É calmo o ambiente das suas ruas e praças, em que assomam edifícios antigos e coloridos, de vincado estilo colonial. Vestígios da valiosa herança arquitetónica deixada por britânicos e portugueses, que agora serve de monumental cenário para a via quotidiana do povo crioulo. A imagem dos veleiros fundeados na baía, as inúmeras praias vizinhas, de águas turquesa e areias douradas. A musicalidade das suas noites e o caráter aberto e amável dos seus habitantes, tudo isto conforma a panorâmica desta atraente cidade.

O Mindelo é uma cidade bem cuidada, que conta com um importante património arquitetónico e monumental. O seu porto internacional permite a escala transatlântica e é constantemente visitado por cruzeiros. O centro nevrálgico da cidade pode ser visitado tranquilamente a pé.

Para visitar a cidade, recomendo que se inicie o passeio ao dealbar da manhã, começando pela zona de costa onde se encontra o porto de recreio. Muito perto, passando a Biblioteca Nacional, podemos contemplar um vistoso alinhamento de casas coloniais, perante as quais se encontra a Torre de Belém, uma réplica simples da famosa torre lisboeta. Atrás desta torre há um embarcadouro onde chegam diariamente os barcos de pesca, para oferecer os seus produtos no buliçoso Mercado do Peixe, uma passagem que nenhum visitante deve perder.

Umas quantas ruas acima, na direção contrária à da costa, deparamo-nos com a praça Estrela, uma zona da cidade com grande atividade, rodeada de pequenos bares e em cujo centro se encontram bancas de venda de frutas, legumes, artesanato e todo o tipo de quinquilharias. O ambiente da praça e dos arredores é o mais acolhedor possível. Mesmo ao lado estende-se uma zona de pequenas lojas, tipo feira, e nas paredes vizinhas podemos deleitar-nos com a história do Mindelo, representada em atraentes mosaicos. Dedique algum tempo a apreciar o ambiente antes de seguir caminho para o centro histórico da cidade, começando pela Pracinha da Igreja, perto da qual se ergue a pequena igreja de Nossa Senhora da Luz, um antigo templo contruído em 1862.

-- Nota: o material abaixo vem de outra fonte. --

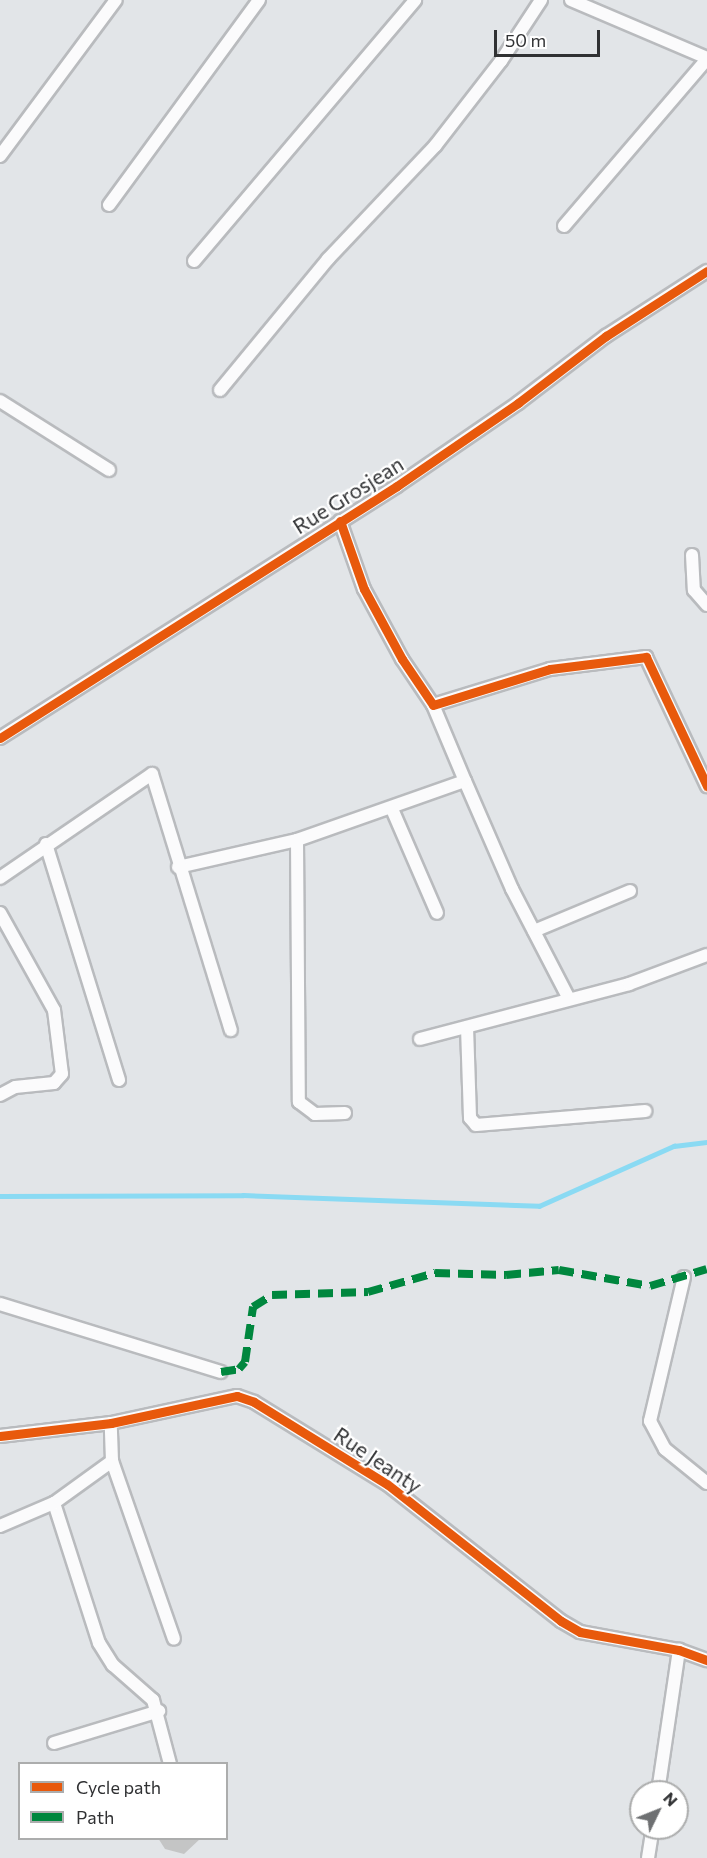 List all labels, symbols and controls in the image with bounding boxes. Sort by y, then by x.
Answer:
scale bar [497,18,604,56]
text: 50 m [505,29,546,51]
street label: Rue Grosjean [288,451,408,539]
street label: Rue Jeanty [329,1421,427,1499]
legend [18,1762,228,1840]
text: Cycle path [76,1776,161,1798]
north arrow [629,1780,689,1840]
text: N [660,1788,682,1810]
text: Path [76,1806,114,1828] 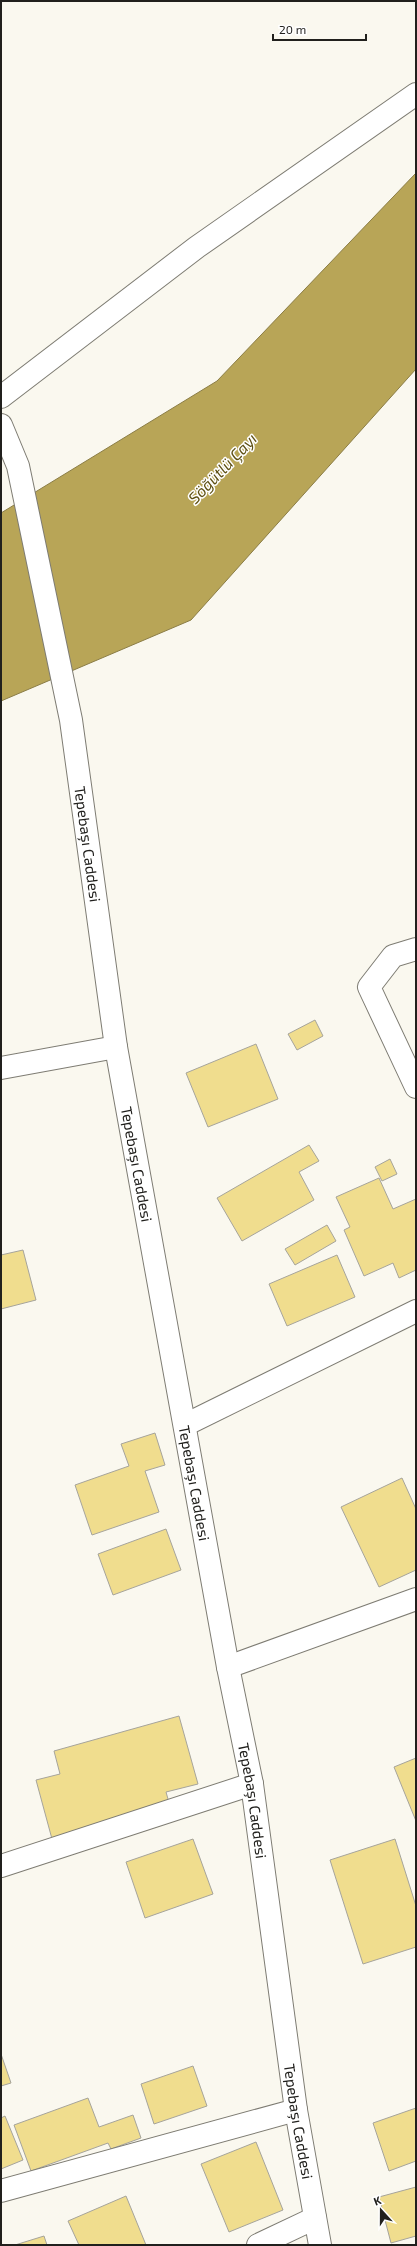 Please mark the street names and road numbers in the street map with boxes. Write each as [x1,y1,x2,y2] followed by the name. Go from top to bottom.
[71,785,105,903] street label: Tepebaşı Caddesi
[118,1105,156,1223] street label: Tepebaşı Caddesi
[176,1424,214,1542] street label: Tepebaşı Caddesi
[235,1741,271,1860] street label: Tepebaşı Caddesi
[281,2062,317,2181] street label: Tepebaşı Caddesi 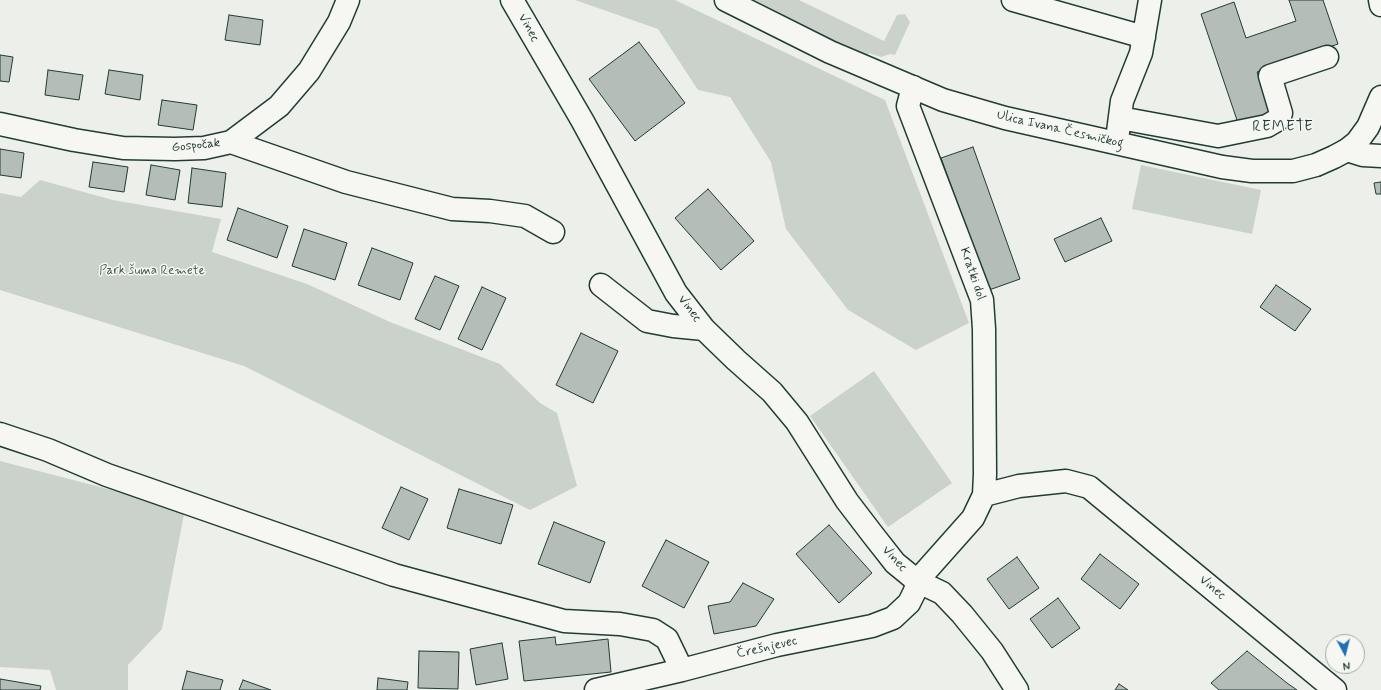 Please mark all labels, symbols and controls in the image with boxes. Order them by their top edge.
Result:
street label: Vinec [514,11,542,45]
street label: Ulica Ivana Česmičkog [995,108,1125,152]
district label: REMETE [1250,119,1316,137]
street label: Gospočak [171,136,221,156]
street label: Kratki dol [956,246,988,302]
park label: Park šuma Remete [99,263,205,279]
street label: Vinec [674,293,704,325]
street label: Vinec [878,543,910,575]
street label: Vinec [1196,573,1228,603]
street label: Črešnjevec [735,633,799,663]
north arrow [1325,634,1365,674]
text: N [1342,658,1351,672] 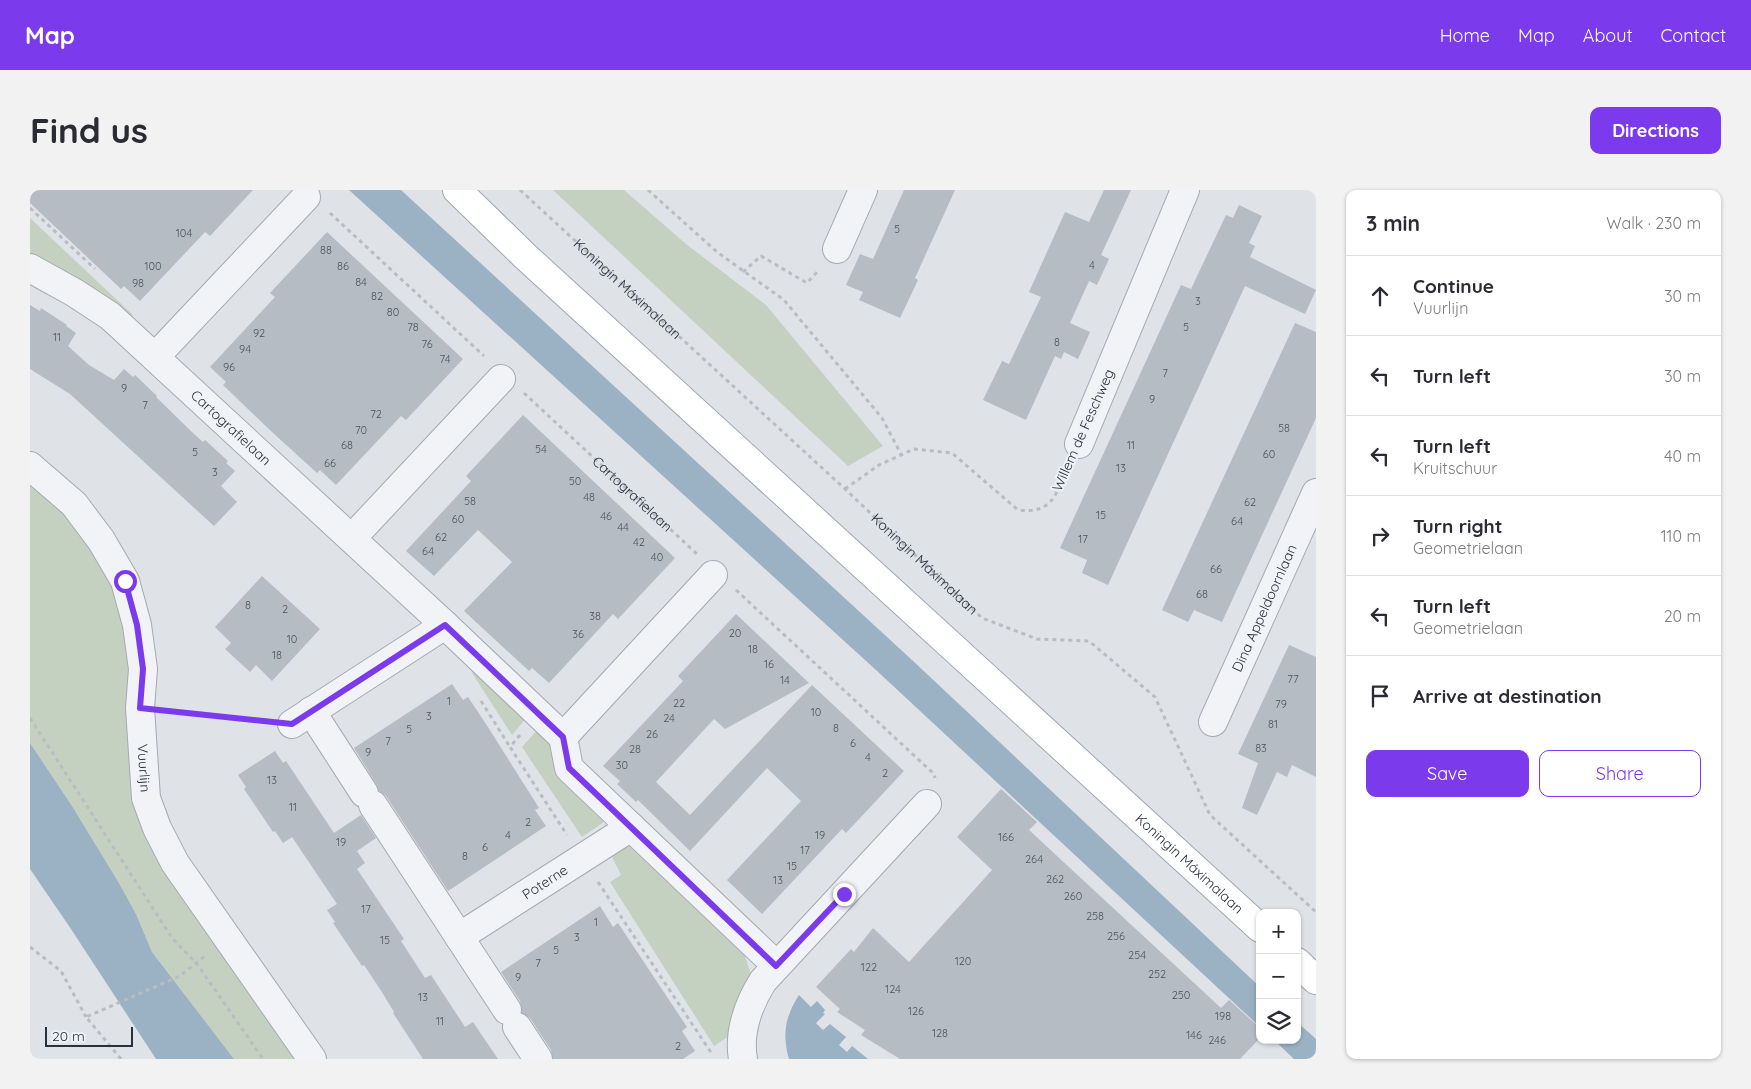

Chegados à estrada principal, conhecida como Rua Libertadores de África, teremos ao alcance da vista alguns dos edifícios mais emblemáticos da cidade, como o Mercado Municipal, o Palácio do Povo ou o prédio da Universidade, entre outros. Na caminhada encontrará muitas lojas dirigidas por chineses, que parecem dispostos a ocupar comercialmente o planeta.

Neste momento do passeio eu já merecia um pouco de descanso e escolhi para tal a esplanada do bar Algarve, de onde podia, confortavelmente instalado, ver toda a área. Em tantas viagens aprendi que é conveniente parar e observar como a vida flui ao redor das áreas em que os turistas se movimentam, é surpreendente comprovar que há sempre certos personagens à espreita de visitantes desnorteados.

Antes de continuar o meu passeio até à praça Nova fiz uma breve visita ao colorido Mercado Municipal, onde são oferecidos todos os tipos de produtos agrícolas, incluindo o famoso Grogue, uma aguardente de cana que ousei experimentar, uma delícia com que arriscamos uma perfuração da garganta. A praça Nova tem um belo coreto de estilo modernista com wifi, por isso é comum por lá ver, entre as belas zonas ajardinadas, grupos de jovens com telemóveis ou laptops.

Cai a tarde enquanto percorro o Mindelo. Uma suave luz laranja vai iluminando as belas fachadas coloniais dos edifícios. Começa a ser hora de procurar um cantinho simpático onde saborear alguma das delícias gastronómicas desta ilha.

A praia da Laginha, onde se chega passando o porto, é um lugar frequentado por locais e turistas para a prática do surf e outros desportos, para banhos, passeio ou para saborear um bom prato de produtos do mar num dos restaurantes próximos.

Enquanto desfruto do meu esmoregal (um delicioso peixe da zona) vai caindo a luz sobre o horizonte e, com o chegar da noite, uma Mindelo diferente começa. É a hora da música, do Batuque, do Funaná, da Morna ou da Mazurka, que expandem as suas notas pela cidade e, ao sábado, numa avenida próxima do Mercado Municipal, organizam-se serões de música ao vivo. Uma cantora com a sua banda, um palco, umas luzes e a rua converte-se num salão de baile popular, improvisado e muito animado, em que os cabo-verdianos, em especial as cabo-verdianas, expressam o seu ritmo até altas horas da madrugada.